## Problem requirements
When you find the word "nowrap" in a line of the entries, please copy the whole line.

## Supplied information
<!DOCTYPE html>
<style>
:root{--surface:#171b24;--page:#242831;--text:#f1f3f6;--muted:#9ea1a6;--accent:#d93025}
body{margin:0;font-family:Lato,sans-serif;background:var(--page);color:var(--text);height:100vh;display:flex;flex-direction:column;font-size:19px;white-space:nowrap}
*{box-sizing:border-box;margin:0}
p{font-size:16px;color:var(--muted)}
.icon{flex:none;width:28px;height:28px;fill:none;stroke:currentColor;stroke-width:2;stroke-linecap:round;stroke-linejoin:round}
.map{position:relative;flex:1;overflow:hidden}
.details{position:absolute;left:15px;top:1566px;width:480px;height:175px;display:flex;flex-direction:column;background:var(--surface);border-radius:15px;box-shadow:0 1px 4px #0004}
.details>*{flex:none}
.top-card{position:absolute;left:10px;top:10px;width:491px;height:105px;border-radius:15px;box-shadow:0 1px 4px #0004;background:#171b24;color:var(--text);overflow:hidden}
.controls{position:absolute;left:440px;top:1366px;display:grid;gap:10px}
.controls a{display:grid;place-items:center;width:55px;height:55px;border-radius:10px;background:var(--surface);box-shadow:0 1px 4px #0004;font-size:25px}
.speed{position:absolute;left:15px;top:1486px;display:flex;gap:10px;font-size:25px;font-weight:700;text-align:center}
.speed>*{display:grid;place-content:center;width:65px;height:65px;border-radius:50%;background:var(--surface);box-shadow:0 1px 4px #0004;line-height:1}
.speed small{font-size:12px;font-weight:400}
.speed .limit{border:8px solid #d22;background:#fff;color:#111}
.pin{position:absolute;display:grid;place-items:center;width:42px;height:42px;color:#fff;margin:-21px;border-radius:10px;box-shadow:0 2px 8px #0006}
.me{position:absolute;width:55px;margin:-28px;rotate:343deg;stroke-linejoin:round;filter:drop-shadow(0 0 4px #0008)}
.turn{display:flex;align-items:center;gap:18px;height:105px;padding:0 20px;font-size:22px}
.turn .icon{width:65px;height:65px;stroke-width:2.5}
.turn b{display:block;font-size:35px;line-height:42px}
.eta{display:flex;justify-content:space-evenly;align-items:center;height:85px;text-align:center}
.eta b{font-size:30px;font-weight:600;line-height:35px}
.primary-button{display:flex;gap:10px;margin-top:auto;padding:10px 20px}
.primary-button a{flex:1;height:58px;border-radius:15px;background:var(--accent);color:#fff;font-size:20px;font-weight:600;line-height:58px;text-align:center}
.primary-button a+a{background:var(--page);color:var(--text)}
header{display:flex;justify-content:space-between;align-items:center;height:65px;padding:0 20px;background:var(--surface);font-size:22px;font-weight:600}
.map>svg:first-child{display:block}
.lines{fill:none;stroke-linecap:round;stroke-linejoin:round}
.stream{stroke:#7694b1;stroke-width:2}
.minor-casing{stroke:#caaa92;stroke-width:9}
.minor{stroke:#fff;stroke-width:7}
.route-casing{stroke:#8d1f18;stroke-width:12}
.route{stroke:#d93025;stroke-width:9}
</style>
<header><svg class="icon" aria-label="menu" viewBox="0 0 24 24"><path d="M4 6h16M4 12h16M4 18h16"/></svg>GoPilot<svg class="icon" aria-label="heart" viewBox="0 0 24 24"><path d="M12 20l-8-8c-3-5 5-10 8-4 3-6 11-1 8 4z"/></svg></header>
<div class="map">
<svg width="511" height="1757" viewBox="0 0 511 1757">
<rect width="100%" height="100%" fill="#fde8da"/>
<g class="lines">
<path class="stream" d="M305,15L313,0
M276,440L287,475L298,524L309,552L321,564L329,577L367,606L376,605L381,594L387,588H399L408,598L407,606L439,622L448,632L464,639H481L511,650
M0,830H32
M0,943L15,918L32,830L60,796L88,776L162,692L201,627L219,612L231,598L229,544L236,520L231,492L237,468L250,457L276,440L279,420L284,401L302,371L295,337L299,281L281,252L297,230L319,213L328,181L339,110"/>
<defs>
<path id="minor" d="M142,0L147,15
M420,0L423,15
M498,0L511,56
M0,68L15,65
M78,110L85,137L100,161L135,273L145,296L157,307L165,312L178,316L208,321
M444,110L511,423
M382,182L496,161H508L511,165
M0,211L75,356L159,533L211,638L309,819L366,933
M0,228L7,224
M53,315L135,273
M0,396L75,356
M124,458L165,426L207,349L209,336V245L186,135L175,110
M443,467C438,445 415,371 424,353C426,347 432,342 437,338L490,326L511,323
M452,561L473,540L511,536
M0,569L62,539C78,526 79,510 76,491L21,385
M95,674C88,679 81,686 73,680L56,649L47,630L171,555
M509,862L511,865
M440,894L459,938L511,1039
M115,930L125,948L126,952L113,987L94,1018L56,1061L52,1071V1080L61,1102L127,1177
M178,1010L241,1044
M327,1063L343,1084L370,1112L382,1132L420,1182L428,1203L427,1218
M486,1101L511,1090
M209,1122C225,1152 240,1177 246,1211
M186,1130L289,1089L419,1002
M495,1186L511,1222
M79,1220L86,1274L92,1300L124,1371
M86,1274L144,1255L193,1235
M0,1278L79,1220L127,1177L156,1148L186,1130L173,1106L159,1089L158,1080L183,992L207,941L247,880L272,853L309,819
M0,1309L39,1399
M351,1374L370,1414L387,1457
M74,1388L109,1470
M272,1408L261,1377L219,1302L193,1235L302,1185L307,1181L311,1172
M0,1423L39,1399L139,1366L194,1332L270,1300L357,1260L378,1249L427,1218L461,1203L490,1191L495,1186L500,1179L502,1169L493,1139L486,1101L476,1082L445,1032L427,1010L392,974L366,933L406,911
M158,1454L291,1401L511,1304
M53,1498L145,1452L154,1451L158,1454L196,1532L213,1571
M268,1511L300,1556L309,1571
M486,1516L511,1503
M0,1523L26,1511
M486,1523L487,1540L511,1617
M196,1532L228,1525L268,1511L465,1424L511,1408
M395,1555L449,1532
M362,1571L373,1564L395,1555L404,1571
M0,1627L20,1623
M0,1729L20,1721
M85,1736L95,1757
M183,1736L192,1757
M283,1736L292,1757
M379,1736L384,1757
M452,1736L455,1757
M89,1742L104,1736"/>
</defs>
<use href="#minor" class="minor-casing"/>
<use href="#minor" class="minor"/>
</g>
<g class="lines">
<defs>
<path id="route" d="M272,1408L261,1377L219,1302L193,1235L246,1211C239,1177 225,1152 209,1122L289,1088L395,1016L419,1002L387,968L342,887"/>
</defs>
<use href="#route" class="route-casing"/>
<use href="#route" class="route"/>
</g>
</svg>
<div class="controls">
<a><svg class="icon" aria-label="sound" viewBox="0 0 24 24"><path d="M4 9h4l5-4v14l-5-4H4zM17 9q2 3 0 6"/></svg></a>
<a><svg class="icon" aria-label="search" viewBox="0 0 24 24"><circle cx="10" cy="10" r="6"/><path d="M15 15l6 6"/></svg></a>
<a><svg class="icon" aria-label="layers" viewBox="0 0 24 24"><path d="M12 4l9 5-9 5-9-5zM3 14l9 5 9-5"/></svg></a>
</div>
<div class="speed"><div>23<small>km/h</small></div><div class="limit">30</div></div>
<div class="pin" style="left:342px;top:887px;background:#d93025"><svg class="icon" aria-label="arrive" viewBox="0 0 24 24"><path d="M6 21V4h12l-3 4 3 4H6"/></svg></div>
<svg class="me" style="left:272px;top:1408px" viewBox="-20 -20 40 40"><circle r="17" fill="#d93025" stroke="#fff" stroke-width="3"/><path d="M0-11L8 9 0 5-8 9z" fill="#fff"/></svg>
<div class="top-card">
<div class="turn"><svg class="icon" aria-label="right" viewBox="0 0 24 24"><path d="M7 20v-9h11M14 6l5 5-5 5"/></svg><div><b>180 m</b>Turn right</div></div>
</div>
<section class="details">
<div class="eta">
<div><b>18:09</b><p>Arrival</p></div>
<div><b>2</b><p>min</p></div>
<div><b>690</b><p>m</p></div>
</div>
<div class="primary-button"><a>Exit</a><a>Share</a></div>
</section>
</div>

--

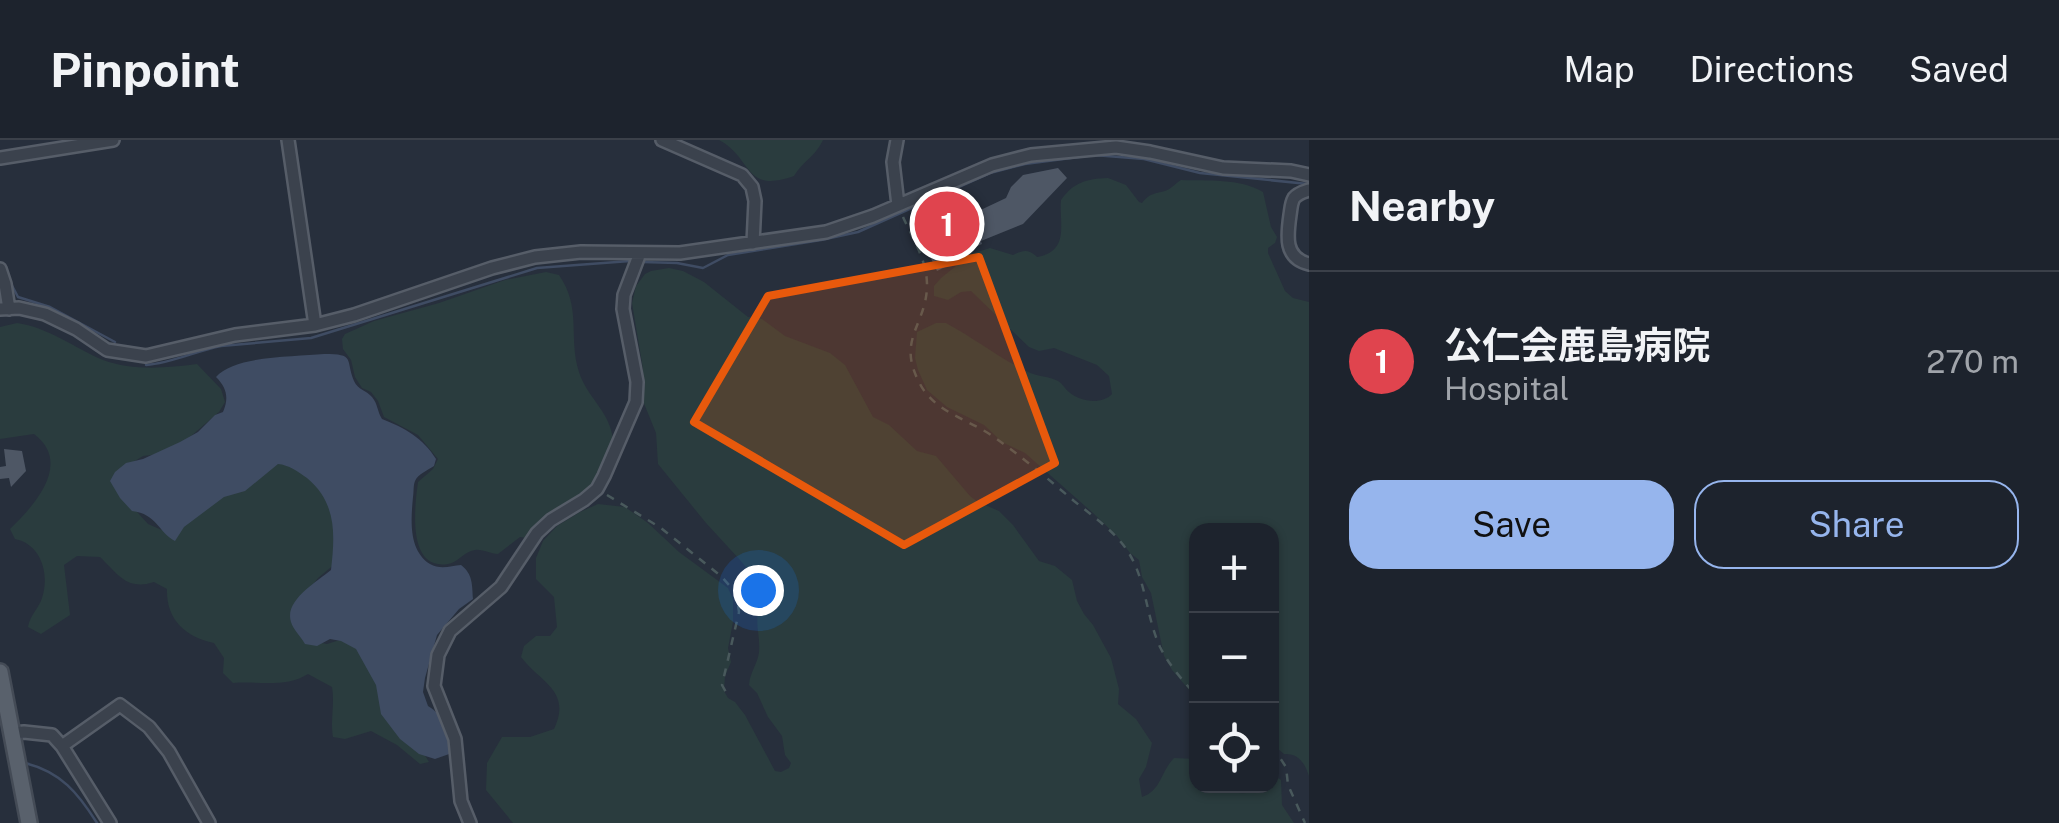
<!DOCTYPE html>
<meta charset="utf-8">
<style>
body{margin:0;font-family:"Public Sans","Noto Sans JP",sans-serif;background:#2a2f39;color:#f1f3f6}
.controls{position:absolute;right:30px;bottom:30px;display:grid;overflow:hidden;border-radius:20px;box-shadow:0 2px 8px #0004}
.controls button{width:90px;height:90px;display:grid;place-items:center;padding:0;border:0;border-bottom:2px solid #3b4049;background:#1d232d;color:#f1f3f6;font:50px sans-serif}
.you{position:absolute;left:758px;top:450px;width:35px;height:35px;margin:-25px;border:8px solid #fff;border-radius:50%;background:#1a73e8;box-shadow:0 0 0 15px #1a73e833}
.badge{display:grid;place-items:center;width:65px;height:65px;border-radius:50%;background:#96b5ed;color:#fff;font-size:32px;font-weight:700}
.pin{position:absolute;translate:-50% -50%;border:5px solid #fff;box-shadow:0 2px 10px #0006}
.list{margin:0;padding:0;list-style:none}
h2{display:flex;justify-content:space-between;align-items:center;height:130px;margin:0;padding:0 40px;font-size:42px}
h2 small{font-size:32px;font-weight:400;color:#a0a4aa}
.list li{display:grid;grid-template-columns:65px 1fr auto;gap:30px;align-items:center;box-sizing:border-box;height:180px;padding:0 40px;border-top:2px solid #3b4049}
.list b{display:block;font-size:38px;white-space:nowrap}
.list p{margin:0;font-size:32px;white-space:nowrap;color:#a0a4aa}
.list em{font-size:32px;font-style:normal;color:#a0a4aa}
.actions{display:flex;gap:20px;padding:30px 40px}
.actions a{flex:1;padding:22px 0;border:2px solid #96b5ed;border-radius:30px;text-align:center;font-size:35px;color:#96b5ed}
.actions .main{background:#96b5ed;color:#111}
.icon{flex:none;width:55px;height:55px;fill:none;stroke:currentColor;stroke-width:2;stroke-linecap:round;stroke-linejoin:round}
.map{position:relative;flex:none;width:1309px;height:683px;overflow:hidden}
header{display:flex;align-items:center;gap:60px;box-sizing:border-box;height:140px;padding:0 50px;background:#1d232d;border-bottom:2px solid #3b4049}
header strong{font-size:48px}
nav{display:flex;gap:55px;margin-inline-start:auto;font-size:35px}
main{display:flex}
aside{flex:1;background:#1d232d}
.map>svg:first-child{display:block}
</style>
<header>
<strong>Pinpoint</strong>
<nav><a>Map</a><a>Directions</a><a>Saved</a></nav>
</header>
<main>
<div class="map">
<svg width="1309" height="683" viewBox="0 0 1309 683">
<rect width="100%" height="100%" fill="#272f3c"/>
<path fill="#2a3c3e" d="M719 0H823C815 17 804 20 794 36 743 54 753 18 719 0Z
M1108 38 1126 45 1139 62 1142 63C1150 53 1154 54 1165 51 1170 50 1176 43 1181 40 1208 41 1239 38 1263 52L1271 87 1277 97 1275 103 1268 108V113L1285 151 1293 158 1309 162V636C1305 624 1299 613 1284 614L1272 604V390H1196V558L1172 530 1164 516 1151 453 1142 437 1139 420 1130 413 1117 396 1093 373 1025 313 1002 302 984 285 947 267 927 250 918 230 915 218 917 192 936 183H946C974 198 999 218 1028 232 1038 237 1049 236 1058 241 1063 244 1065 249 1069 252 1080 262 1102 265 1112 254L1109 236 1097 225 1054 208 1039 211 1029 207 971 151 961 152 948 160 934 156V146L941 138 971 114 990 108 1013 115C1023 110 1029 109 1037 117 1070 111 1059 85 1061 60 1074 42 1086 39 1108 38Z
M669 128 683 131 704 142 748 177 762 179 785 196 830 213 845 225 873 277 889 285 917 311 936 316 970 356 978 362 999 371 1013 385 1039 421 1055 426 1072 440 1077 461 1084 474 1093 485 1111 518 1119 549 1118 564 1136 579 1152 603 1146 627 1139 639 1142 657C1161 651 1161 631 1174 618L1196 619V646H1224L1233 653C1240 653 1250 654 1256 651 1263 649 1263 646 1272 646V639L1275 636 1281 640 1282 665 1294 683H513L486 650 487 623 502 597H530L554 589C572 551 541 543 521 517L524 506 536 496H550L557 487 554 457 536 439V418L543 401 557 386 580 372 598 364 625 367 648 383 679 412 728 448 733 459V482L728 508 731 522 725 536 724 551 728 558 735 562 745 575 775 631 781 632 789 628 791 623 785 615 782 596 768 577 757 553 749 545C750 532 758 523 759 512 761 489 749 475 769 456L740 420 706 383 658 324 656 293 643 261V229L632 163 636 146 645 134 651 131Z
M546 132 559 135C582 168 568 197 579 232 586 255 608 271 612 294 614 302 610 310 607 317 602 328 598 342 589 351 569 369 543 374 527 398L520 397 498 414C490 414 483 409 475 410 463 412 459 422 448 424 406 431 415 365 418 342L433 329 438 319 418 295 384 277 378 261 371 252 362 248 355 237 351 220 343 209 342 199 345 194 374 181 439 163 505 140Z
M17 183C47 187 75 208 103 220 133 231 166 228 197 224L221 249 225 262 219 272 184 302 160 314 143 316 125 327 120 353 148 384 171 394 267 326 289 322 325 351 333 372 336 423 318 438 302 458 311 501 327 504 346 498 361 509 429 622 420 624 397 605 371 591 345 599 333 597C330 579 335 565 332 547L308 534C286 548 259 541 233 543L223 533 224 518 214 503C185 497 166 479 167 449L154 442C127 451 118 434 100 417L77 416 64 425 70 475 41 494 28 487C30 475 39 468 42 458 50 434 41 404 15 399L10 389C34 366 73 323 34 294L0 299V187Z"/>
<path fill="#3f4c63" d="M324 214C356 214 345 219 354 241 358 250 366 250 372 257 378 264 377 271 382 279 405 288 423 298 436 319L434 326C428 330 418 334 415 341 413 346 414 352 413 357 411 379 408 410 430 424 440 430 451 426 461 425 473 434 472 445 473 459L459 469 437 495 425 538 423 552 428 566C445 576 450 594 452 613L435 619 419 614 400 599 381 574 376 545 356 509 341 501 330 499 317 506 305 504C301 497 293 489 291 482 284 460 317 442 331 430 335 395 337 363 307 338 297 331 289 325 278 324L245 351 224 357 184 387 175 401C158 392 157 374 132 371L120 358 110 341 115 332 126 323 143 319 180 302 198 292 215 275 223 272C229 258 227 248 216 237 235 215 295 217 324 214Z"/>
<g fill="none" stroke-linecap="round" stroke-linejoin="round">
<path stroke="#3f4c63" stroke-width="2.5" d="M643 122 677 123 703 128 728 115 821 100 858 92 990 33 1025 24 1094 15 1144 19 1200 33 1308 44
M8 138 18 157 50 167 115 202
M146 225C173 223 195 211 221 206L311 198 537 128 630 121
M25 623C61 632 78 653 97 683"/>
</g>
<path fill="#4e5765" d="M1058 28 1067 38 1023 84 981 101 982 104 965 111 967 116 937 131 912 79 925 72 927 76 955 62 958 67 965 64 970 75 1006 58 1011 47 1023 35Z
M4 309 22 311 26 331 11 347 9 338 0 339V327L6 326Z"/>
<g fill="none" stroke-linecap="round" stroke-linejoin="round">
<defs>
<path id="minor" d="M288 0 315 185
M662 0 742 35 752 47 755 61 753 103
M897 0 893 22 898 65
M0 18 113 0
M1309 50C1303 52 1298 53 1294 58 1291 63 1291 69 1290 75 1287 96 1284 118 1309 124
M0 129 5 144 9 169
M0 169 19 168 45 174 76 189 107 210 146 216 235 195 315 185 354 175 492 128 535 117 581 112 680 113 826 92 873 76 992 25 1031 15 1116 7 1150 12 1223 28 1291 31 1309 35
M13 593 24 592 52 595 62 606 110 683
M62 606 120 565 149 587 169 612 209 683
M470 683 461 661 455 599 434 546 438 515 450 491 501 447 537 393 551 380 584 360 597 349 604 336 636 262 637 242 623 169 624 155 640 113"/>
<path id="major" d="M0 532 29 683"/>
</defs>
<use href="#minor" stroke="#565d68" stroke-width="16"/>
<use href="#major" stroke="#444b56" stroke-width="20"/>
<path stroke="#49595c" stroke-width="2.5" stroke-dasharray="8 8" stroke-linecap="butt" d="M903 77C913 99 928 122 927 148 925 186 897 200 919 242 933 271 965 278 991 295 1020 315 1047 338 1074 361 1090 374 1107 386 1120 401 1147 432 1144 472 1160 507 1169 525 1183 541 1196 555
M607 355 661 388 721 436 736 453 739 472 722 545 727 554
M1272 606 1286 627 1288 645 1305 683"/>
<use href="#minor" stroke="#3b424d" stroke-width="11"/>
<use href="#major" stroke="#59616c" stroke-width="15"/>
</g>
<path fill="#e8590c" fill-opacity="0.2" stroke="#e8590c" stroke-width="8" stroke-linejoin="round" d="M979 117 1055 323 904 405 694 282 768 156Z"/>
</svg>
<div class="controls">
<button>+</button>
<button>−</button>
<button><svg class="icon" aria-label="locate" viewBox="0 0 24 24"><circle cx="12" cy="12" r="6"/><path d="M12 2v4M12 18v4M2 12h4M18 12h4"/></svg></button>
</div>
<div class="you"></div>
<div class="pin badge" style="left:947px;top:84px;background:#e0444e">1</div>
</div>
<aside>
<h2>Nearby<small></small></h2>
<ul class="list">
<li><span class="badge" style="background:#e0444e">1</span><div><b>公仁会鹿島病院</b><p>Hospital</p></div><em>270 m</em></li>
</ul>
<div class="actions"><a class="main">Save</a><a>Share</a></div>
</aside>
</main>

## Written solution
body{margin:0;font-family:Lato,sans-serif;background:var(--page);color:var(--text);height:100vh;display:flex;flex-direction:column;font-size:19px;white-space:nowrap}
.list b{display:block;font-size:38px;white-space:nowrap}
.list p{margin:0;font-size:32px;white-space:nowrap;color:#a0a4aa}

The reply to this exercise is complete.